Don't think for a minute that the tech/startup scene (to include your employment experience and entrepreneurial activities) actually reflects the bulk of America or the world. Your real world experience is far too narrow to be relevant to the issue at hand. You cannot decide how to manage a forest by staring at a blade of grass. As an in-demand professional (married to another in-demand professional) your experiences are not only nonrepresentative but provably atypical. You need numbers, not self-gratifying philosophical principles to see past this bias.
> You are wrong about such things as medicare being wonderful.
I never said that. I think our hybrid system is a monstrosity.
What I did say was that medicare had low administrative overhead compared to private insurance plans, defined as E(1-cost/payout). In other words, private plans are provably failing to deliver on their promise of greater efficiency by a factor of 4 (and these are the efficient employer-aggregated plans). I also said medicare drove a hard bargain as compared to private plans, a claim which I can substantiate [1], in order to head off a potential attempt to shuffle the blame for the US's inflated costs onto medicare.
The hybrid system is a monstrosity, but I conclude that the private half is dragging down the public half, not vice-versa. My reasons:
* International comparisons (universal systems are beating us by a factor of 2 at cost metrics and matching our quality metrics even if you ignore the ~50M people our system dumps entirely)
* Explicit reasoning about why the health care market is a rat's nest of edge cases for the free market [3]
* Internal comparisons between medicare and private insurance (the 2 reasons I listed which you straw-manned into "medicare is wonderful")
> you seem to be ignoring the effects our litigious society has on the cost of, well, everything
Because malpractice insurance accounts for <2% health care expenditures [2] while the cost inflation (relative to socialized systems) that needs to be explained is on the order of 50%. I could not be bothered to mention these figures because I knew them to be small, while you apparently could not be bothered to even look them up, which unfortunately didn't stop you from trying to bluff me with certainty that the effects were large enough to play a causal role.
Doctors disproportionately care about litigious waste just like HNers disproportionately care about ACA exchange contracting waste. Both concerns hide the bigger picture. As bad as these two problems are, they are tiny compared to the macroeconomic problems. Billions vs trillions.
>> I can't even attempt to understand where you might be coming from.
> MSCS student, ex-libertarian. I took a health care policy class in undergrad to satisfy a requirement and it changed my worldview.
Ah.
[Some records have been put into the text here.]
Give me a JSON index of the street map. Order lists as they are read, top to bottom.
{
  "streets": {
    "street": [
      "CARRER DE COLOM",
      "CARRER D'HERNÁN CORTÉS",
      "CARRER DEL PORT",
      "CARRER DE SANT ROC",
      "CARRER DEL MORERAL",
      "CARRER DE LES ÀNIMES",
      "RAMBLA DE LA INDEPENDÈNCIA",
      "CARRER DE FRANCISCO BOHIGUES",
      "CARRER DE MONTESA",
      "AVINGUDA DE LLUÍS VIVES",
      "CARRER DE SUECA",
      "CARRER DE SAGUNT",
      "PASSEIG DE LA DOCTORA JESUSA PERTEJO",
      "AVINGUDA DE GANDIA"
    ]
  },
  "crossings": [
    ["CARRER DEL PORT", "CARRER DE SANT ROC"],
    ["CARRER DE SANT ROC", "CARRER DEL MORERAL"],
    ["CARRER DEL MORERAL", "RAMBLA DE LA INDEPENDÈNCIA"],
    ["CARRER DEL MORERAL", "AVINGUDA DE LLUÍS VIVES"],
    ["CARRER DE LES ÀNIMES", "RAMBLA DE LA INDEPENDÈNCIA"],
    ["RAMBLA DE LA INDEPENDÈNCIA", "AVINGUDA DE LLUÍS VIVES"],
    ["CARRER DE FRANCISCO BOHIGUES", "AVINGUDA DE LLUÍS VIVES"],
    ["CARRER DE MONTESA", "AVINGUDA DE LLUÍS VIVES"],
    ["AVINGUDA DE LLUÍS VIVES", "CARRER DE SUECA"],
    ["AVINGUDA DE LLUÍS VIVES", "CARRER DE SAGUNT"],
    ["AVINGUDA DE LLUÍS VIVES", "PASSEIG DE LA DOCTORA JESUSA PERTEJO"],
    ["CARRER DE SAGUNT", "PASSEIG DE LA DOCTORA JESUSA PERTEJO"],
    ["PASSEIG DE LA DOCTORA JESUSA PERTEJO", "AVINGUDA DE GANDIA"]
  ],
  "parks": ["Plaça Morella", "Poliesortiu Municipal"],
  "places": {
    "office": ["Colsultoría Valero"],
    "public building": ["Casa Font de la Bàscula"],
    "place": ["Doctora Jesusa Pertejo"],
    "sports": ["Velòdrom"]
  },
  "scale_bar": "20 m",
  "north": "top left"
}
OK. I get it now.
To be clear. I am not attacking you personally but rather making a comment on the frame of reference from which you are basing your views.
First. Academia is chock full of socialist extremists. Not sure how well you are/where able to see through this if present and filter it out.
Second. Don't think for a minute that a class such as that actually reflects reality without getting out to the real world. In other words, trust but verify.
Finally. You are wrong about such things as medicare being wonderful. My wife is a doctor. I won't go into some of what I've learned other than to say that people are suffering horribly due to the failings of that system.
In looking at our system versus other you seem to be ignoring the effects our litigious society has on the cost of, well, everything. I won't go into what we are paying for malpractice insurance (without even the semblance of a negative mark on her entire professional history).